Born in Caistor, Lincolnshire, Mr Peck moved to Scunthorpe in 1929. In 1941, he volunteered for the Royal Air Force and trained as a pilot in the USA. He flew a Wellington aircraft to India and was there a year.

In 1944/45, he took part in 36 bombing operations over Europe, flying Lancasters. He became a flying officer and was awarded the Distinguished Flying Cross.

After the war, Mr Peck worked for the United Steel Company as iron controller and was active in trade union and other spheres.

He moved to Nottingham in 1948 to work full-time for the Communist Party. He stood as a candidate in ten Parliamentary conctests, more than any other British Communist, and all were in Nottingham North.

Mr Peck was active on Bulwell Tenants Association, including long periods as secretary and then president.

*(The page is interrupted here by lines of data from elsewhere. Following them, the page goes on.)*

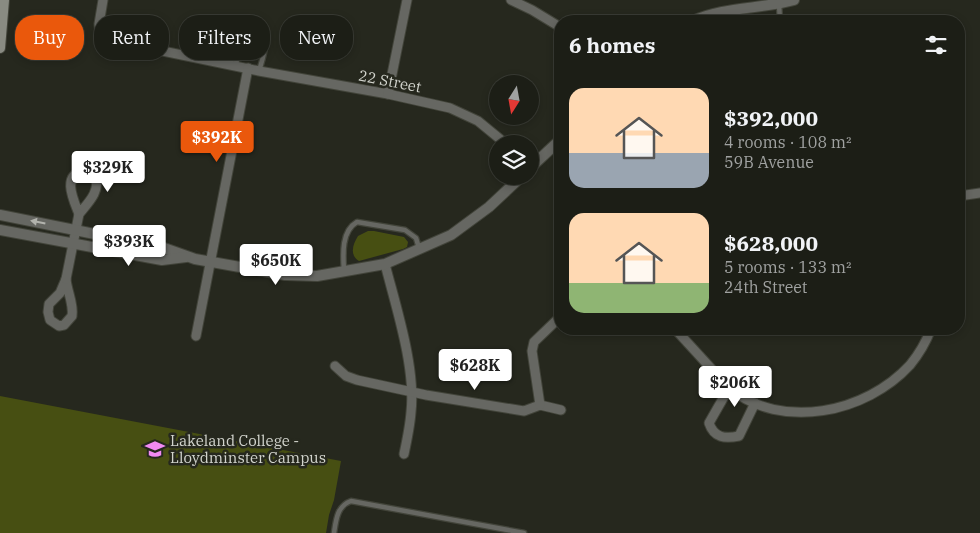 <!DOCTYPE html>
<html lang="en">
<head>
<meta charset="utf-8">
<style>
	body { margin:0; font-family:"IBM Plex Serif",serif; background:#25271f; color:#f1f3f6; height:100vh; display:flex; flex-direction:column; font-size:19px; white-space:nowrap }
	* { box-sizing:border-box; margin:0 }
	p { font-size:16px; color:#a0a2a1 }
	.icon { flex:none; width:28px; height:28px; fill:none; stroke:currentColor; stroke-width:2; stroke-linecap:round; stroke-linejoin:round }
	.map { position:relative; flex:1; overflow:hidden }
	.side { position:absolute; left:554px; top:15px; width:411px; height:320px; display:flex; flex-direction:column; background:#1c1e16; border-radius:20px; box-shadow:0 2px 8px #0003,0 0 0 1px #3a3c35 }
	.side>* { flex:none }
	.top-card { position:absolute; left:15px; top:15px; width:464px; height:45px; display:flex; gap:10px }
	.needle { width:32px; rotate:191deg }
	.controls { position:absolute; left:489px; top:75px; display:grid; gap:10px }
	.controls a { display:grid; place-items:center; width:50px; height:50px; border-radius:50%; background:#1c1e16; box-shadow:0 2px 8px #0003,0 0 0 1px #3a3c35; font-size:25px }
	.price { position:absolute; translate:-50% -42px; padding:0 11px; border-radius:5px; background:#fff; color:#222; font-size:16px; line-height:32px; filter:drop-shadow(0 1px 2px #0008) }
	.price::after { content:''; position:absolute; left:50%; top:30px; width:15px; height:11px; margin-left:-8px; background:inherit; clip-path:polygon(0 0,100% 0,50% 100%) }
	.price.active { background:#ea580c; color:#fff }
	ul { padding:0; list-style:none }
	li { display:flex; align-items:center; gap:15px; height:125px; padding:0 15px }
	li span { display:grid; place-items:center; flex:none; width:140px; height:100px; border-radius:15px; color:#555 }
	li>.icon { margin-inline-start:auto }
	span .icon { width:60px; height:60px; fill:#fffc; stroke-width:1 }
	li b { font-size:21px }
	h2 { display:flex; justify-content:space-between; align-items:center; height:60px; padding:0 15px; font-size:21px }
	.tag { padding:0 18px; border-radius:20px; background:#1c1e16; box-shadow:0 2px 8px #0003,0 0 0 1px #3a3c35; font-size:18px; line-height:45px }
	.tag.active { background:#ea580c; color:#fff }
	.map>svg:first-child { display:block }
	.green { fill:#474f12 }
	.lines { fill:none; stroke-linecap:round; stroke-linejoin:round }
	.service-casing { stroke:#42443a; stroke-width:7 }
	.minor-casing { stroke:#42443a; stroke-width:11 }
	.tertiary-casing { stroke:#42443a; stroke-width:12 }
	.secondary-casing { stroke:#42443a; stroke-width:12 }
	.service { stroke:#666762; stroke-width:4.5 }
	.minor { stroke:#666762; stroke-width:9 }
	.tertiary { stroke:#666762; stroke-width:10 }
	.secondary { stroke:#898b82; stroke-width:10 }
	.oneway { fill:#b2b3ad }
	.labels { text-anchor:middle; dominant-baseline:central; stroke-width:5; stroke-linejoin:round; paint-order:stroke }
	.street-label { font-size:15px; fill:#d2d4cd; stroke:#26281e }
	.poi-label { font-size:15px; fill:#d2d4cd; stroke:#26281e; text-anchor:start }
</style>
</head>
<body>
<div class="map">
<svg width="980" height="533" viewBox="0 0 980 533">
	<rect width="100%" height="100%" fill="#26281e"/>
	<g class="green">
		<path d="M368,231H374L404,237L408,242L407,247L403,249L359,261C349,255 353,244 358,236Z"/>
		<polygon points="0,396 341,461 334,500 329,515 326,533 0,533"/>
	</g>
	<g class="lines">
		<defs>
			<g id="service">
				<polyline points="779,4 780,21"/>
				<polyline points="732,11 740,21"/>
				<path d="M235,66L246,32C250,30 253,28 257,30C272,36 262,60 259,71"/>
				<path d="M344,271C343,255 341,231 357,222L405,230L416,238L419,248"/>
				<path d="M334,533C336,520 337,506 351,501L524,533"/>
			</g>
			<g id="minor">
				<polyline points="103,0 99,24 100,38 259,71 388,94 450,108 478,121 506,144"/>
				<polyline points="511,0 532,10 560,27"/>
				<polyline points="388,94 407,0"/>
				<path d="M85,171L95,176C101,191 88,203 79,214C73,199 61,174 85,171Z"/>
				<polyline points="959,196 980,193"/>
				<path d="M385,264C396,307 416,368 411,412C410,426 407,440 404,454"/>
				<path d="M66,279C67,291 74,304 72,316L64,325L59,326L50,320L48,312L49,304L60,293Z"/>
				<polyline points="66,279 79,214"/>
				<path d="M675,329L729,388C782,431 866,413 910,365C919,354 926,342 931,329"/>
				<polyline points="196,336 248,68"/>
				<polyline points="335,366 346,376 357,380 426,395 524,411 540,405 561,410"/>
				<path d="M729,388L709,423C714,438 725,439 739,436L755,403"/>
				<polyline points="540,405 532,351 534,342 560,317"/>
			</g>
			<g id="tertiary">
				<path d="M693,21C722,7 762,9 794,0"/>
				<polyline points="530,168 560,140"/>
				<polyline points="0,215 164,248 195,259 285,275 317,276 385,264 451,235 489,207 522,176"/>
				<polyline points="0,230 162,260 186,257"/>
			</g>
			<polyline id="secondary" points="0,48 4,0"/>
		</defs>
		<use href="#service" class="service-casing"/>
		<use href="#minor" class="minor-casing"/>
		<use href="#tertiary" class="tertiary-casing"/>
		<use href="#secondary" class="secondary-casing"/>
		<use href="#service" class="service"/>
		<use href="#minor" class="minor"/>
		<use href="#tertiary" class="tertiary"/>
		<use href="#secondary" class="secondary"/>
	</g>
	<defs><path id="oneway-solid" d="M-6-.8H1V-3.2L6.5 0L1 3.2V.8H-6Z" transform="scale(1.25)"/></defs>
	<use class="oneway" href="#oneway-solid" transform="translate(38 222) rotate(-169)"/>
	<defs>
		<symbol id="university-bare" viewBox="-9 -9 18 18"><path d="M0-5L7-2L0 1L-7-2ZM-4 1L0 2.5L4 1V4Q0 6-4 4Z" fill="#f28af3" stroke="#26281e" stroke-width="2.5" paint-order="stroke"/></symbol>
	</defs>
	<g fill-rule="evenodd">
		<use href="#university-bare" x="141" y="435" width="28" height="28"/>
	</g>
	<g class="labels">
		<g class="street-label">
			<text transform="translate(390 81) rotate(11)">22 Street</text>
		</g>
		<g class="poi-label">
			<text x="170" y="440">Lakeland College -<tspan x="170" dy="17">Lloydminster Campus</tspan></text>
		</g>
	</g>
</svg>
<div class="controls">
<a><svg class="needle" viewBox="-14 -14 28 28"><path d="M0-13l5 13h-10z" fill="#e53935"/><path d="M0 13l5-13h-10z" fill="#a0a2a1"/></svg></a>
<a><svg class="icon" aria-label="layers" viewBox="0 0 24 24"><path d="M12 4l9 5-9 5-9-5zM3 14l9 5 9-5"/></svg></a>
</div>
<b class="price active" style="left:217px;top:163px">$392K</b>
<b class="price" style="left:108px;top:193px">$329K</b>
<b class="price" style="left:129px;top:267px">$393K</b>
<b class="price" style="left:276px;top:286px">$650K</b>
<b class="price" style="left:475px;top:391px">$628K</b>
<b class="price" style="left:735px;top:408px">$206K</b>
<div class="top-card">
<a class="tag active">Buy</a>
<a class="tag">Rent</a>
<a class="tag">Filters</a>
<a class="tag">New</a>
</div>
<section class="side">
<h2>6 homes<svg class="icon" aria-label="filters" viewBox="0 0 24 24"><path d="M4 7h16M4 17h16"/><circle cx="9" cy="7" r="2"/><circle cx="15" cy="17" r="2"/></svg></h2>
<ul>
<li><span style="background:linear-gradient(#ffd9b3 65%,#9aa5b1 0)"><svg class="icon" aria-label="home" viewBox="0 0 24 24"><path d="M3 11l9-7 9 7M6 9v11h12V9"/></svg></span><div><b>$392,000</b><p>4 rooms · 108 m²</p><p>59B Avenue</p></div></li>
<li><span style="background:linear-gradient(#ffd9b3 70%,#8fb573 0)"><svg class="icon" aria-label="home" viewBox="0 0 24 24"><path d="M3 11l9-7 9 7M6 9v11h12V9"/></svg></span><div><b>$628,000</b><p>5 rooms · 133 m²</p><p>24th Street</p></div></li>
</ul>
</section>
</div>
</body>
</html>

From 1974 to 1981, he alternated bi-annually as vice-president and president of Nottingham Trades Council, and he later served as full-time national election agent and acting national organiser of the Communist Party.

Mr Peck made a key contribution to a Bulwell Flood Prevention Committee after the River Leen overflowed in 1960.

He also became involved in several campaigns, such as saving Highbury Hospital from closure and retaining the footbridge between Coventry Road and the new Highbury Estate.

He was a kind of 'unofficial' councillor, taking up issues Bulwell people raised with him, for many years before he was actually elected.

His German-born wife, Margret, died in 2001 only two months before Mr Peck's long-awaited autobiography, 'Persistence –The Story Of A British Communist', was published.

Mr Peck leaves a son, Joe, a daughter, Jenny and four grandchildren. The funeral will take place at Bramcote Crematorium next Thursday at 12.20 pm, to be followed by a 'get-together' at the Horse Shoe Inn pub, Bulwell at 1.15 pm.